(How to complete this task)
Print all entries word for word.

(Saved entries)
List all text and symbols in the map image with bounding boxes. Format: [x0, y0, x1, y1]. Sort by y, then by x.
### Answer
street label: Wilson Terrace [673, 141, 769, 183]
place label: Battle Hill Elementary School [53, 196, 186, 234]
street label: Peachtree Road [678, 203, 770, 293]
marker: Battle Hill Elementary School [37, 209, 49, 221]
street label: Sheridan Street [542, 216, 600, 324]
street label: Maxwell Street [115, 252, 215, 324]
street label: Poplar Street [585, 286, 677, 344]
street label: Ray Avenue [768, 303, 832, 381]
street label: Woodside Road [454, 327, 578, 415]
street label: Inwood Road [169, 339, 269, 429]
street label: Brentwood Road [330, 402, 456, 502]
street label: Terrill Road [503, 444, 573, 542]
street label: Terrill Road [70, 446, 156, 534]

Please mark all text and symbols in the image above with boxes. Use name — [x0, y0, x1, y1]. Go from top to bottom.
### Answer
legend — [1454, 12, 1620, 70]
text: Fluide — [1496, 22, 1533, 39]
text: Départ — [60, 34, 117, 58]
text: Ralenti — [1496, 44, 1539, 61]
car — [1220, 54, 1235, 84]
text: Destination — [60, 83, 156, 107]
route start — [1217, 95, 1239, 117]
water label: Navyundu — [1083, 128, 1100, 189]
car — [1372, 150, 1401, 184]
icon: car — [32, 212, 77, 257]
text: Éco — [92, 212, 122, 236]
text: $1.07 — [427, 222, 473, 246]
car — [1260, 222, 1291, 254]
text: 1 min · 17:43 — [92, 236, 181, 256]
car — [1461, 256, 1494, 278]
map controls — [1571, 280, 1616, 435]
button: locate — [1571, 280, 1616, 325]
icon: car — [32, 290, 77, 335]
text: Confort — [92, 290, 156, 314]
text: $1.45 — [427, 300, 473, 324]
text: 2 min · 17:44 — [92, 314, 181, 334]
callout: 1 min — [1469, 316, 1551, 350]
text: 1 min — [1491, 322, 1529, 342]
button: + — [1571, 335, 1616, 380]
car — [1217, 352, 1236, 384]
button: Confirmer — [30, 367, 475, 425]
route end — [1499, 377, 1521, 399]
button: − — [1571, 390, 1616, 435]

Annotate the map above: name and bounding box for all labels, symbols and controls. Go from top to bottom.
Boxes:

(Task result)
List all text and symbols in the map image with bounding boxes. Format: [x0, y0, x1, y1]. Sort by y, then by x.
### Answer
street label: Wilson Terrace [673, 141, 769, 183]
place label: Battle Hill Elementary School [53, 196, 186, 234]
street label: Peachtree Road [678, 203, 770, 293]
marker: Battle Hill Elementary School [37, 209, 49, 221]
street label: Sheridan Street [542, 216, 600, 324]
street label: Maxwell Street [115, 252, 215, 324]
street label: Poplar Street [585, 286, 677, 344]
street label: Ray Avenue [768, 303, 832, 381]
street label: Woodside Road [454, 327, 578, 415]
street label: Inwood Road [169, 339, 269, 429]
street label: Brentwood Road [330, 402, 456, 502]
street label: Terrill Road [503, 444, 573, 542]
street label: Terrill Road [70, 446, 156, 534]

Please mark all text and symbols in the image above with boxes. Use name — [x0, y0, x1, y1]. Go from top to bottom.
### Answer
legend — [1454, 12, 1620, 70]
text: Fluide — [1496, 22, 1533, 39]
text: Départ — [60, 34, 117, 58]
text: Ralenti — [1496, 44, 1539, 61]
car — [1220, 54, 1235, 84]
text: Destination — [60, 83, 156, 107]
route start — [1217, 95, 1239, 117]
water label: Navyundu — [1083, 128, 1100, 189]
car — [1372, 150, 1401, 184]
icon: car — [32, 212, 77, 257]
text: Éco — [92, 212, 122, 236]
text: $1.07 — [427, 222, 473, 246]
car — [1260, 222, 1291, 254]
text: 1 min · 17:43 — [92, 236, 181, 256]
car — [1461, 256, 1494, 278]
map controls — [1571, 280, 1616, 435]
button: locate — [1571, 280, 1616, 325]
icon: car — [32, 290, 77, 335]
text: Confort — [92, 290, 156, 314]
text: $1.45 — [427, 300, 473, 324]
text: 2 min · 17:44 — [92, 314, 181, 334]
callout: 1 min — [1469, 316, 1551, 350]
text: 1 min — [1491, 322, 1529, 342]
button: + — [1571, 335, 1616, 380]
car — [1217, 352, 1236, 384]
button: Confirmer — [30, 367, 475, 425]
route end — [1499, 377, 1521, 399]
button: − — [1571, 390, 1616, 435]

Annotate the map above: name and bounding box for all labels, symbols and controls. Go from top to bottom.
Boxes:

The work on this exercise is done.